**Your instructions**
Go over the records and copy every line with the string "text".

**Saved data entries**
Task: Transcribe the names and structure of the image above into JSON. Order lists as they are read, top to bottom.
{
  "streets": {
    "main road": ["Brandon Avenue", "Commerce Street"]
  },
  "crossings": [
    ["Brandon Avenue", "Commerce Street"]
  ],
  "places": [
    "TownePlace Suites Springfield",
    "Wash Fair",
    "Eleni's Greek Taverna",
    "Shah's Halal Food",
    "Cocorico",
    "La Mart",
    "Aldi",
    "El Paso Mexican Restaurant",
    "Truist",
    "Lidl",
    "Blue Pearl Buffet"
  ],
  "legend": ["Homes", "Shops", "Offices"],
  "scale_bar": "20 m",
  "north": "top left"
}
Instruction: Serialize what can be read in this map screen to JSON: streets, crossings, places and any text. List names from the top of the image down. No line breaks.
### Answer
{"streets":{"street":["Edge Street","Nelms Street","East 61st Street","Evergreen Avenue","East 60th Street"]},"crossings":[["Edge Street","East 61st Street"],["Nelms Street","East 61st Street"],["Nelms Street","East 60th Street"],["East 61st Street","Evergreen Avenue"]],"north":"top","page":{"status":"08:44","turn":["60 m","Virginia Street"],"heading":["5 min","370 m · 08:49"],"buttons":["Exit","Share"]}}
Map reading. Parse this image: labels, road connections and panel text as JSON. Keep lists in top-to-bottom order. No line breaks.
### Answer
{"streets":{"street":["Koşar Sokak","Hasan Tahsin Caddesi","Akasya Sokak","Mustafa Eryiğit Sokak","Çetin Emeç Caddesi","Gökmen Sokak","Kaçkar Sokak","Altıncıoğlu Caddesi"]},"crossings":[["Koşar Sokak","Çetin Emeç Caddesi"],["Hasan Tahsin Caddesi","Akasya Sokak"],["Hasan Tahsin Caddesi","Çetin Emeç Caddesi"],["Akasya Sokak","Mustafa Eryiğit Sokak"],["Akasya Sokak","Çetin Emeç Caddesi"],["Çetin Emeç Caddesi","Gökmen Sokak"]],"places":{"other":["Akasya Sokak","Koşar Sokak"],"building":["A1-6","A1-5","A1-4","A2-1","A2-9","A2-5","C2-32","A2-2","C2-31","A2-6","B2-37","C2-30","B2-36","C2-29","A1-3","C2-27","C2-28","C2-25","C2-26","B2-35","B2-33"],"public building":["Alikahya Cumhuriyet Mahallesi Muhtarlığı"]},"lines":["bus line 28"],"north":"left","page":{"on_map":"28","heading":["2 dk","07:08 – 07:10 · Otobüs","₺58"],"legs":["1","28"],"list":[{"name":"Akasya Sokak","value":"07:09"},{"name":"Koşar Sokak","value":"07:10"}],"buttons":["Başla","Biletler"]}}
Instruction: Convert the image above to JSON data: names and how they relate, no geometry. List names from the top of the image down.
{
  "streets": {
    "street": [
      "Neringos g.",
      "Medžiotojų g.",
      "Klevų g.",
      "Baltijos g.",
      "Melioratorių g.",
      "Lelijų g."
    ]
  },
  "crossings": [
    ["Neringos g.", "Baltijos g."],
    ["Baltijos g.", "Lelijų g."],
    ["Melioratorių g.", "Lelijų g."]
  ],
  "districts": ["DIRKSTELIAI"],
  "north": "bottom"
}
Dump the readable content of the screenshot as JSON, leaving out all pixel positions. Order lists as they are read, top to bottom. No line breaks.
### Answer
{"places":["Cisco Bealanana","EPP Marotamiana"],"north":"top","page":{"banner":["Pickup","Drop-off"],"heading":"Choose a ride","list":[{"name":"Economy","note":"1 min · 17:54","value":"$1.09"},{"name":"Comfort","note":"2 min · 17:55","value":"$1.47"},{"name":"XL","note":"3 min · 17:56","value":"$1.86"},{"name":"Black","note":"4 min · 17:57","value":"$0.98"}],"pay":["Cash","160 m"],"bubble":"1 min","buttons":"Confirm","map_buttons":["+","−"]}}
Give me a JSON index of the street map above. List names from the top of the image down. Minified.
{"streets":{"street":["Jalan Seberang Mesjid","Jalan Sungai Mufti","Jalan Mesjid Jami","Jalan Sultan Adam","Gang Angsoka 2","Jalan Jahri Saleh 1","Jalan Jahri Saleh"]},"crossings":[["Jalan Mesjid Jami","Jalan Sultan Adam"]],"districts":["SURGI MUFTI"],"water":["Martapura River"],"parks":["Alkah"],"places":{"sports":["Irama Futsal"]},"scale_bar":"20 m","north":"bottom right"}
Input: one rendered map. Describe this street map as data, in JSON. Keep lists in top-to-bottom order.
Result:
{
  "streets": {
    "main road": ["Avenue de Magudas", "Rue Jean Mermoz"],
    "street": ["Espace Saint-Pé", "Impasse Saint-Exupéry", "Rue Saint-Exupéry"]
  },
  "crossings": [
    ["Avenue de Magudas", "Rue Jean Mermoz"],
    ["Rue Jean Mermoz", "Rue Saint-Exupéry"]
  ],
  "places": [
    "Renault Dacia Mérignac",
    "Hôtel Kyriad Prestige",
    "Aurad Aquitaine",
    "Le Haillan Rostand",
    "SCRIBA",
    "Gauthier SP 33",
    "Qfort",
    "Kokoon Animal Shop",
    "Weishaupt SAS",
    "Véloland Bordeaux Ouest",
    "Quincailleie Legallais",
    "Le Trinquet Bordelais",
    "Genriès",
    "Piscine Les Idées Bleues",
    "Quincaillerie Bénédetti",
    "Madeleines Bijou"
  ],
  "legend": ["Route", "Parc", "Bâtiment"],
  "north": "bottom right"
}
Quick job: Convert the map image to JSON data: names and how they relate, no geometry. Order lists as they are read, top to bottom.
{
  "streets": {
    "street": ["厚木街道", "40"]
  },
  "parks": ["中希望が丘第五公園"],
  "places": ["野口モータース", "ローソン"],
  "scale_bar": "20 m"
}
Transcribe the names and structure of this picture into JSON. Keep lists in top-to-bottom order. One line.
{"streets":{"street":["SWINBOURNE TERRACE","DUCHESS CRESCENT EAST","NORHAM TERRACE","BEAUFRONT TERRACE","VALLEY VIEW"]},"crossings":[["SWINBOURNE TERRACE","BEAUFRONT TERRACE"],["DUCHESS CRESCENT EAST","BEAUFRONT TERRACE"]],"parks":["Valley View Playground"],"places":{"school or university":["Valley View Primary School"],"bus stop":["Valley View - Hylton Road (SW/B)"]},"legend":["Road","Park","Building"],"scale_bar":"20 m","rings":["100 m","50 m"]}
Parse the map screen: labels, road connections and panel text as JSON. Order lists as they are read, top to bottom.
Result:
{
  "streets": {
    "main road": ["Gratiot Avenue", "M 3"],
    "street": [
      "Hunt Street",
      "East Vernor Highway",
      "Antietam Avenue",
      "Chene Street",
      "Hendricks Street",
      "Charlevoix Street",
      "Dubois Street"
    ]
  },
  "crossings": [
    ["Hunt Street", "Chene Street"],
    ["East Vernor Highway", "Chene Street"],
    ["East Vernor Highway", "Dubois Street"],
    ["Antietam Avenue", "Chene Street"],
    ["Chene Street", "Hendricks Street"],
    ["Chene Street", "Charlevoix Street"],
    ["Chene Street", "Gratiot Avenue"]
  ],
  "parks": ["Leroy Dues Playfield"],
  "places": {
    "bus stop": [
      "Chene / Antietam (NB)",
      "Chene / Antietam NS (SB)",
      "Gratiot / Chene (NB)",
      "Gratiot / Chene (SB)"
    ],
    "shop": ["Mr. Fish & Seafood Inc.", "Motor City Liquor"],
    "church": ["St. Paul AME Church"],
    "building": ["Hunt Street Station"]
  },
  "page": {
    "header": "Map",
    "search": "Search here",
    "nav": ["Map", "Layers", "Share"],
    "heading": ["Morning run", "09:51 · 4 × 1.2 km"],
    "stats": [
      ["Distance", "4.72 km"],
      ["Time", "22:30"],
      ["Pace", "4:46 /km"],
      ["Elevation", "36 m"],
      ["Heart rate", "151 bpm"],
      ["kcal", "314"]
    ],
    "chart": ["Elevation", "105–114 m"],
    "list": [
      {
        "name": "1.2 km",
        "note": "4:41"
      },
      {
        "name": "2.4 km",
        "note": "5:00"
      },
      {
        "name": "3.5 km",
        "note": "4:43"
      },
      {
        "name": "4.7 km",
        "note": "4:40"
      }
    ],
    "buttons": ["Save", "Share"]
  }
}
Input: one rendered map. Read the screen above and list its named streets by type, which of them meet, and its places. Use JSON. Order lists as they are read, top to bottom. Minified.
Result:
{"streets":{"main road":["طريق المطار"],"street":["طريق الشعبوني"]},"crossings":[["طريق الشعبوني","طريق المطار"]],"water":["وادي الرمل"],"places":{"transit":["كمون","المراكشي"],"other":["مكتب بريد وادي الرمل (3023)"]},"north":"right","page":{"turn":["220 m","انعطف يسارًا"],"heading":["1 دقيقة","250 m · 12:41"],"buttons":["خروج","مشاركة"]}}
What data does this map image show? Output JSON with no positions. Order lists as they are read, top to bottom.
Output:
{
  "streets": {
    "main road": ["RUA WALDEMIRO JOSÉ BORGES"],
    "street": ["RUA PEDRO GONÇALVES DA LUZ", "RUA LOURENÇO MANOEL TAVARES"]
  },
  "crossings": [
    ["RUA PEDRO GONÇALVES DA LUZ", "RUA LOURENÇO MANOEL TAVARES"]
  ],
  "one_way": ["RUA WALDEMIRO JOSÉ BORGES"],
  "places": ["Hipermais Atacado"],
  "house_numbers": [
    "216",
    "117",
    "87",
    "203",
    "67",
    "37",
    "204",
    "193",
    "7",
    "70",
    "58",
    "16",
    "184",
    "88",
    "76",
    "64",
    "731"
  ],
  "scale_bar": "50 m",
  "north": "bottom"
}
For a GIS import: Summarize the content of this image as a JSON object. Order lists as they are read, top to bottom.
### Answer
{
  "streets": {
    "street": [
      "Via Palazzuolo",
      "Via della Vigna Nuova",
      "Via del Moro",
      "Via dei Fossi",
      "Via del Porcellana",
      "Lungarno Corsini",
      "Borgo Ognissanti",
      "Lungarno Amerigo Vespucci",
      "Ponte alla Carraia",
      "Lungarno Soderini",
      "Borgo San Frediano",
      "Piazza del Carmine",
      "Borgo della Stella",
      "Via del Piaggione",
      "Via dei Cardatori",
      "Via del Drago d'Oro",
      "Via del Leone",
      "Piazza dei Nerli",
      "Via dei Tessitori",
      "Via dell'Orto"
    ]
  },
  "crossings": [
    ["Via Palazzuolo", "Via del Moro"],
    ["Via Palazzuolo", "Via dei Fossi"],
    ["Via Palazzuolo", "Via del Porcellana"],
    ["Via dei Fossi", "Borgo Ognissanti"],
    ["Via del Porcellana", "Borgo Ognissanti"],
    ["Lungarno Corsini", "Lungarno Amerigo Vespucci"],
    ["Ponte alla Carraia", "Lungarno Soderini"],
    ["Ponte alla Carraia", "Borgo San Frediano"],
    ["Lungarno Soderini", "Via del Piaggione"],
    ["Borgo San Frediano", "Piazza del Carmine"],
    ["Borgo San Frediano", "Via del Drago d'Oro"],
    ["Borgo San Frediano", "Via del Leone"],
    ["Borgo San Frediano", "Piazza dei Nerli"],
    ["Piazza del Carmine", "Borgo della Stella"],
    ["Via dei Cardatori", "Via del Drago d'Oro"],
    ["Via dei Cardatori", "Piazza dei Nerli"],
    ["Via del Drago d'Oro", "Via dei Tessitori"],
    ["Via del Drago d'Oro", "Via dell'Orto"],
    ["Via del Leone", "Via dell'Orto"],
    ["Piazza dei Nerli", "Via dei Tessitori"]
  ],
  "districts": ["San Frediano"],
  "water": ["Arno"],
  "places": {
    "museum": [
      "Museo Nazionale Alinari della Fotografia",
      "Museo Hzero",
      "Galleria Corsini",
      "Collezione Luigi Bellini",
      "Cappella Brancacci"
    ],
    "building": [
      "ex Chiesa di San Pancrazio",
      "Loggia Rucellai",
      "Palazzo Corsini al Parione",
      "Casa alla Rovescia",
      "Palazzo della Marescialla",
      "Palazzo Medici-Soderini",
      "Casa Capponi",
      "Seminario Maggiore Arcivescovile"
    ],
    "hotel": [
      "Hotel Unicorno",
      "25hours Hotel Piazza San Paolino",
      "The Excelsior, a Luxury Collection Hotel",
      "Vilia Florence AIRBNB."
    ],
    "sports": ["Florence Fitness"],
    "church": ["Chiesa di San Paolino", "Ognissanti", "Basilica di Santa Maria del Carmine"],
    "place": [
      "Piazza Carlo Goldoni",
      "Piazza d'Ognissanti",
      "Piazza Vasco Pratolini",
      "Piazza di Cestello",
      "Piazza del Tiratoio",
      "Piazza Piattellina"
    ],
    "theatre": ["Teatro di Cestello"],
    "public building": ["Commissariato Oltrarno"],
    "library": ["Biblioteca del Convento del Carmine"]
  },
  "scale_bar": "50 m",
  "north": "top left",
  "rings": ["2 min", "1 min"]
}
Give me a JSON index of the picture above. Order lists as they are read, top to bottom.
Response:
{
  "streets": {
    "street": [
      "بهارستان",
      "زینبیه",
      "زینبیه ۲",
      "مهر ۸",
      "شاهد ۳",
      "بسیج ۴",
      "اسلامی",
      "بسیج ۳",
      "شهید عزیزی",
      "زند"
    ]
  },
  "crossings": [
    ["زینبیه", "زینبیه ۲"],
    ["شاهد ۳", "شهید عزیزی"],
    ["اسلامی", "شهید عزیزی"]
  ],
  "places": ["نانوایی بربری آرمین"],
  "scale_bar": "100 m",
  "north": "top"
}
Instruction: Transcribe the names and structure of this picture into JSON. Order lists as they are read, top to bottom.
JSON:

**Result**
Instruction: Serialize what can be read in this map screen to JSON: streets, crossings, places and any text. List names from the top of the image down. No line breaks.
Map reading. Parse this image: labels, road connections and panel text as JSON. Keep lists in top-to-bottom order. No line breaks.
Parse the map screen: labels, road connections and panel text as JSON. Order lists as they are read, top to bottom.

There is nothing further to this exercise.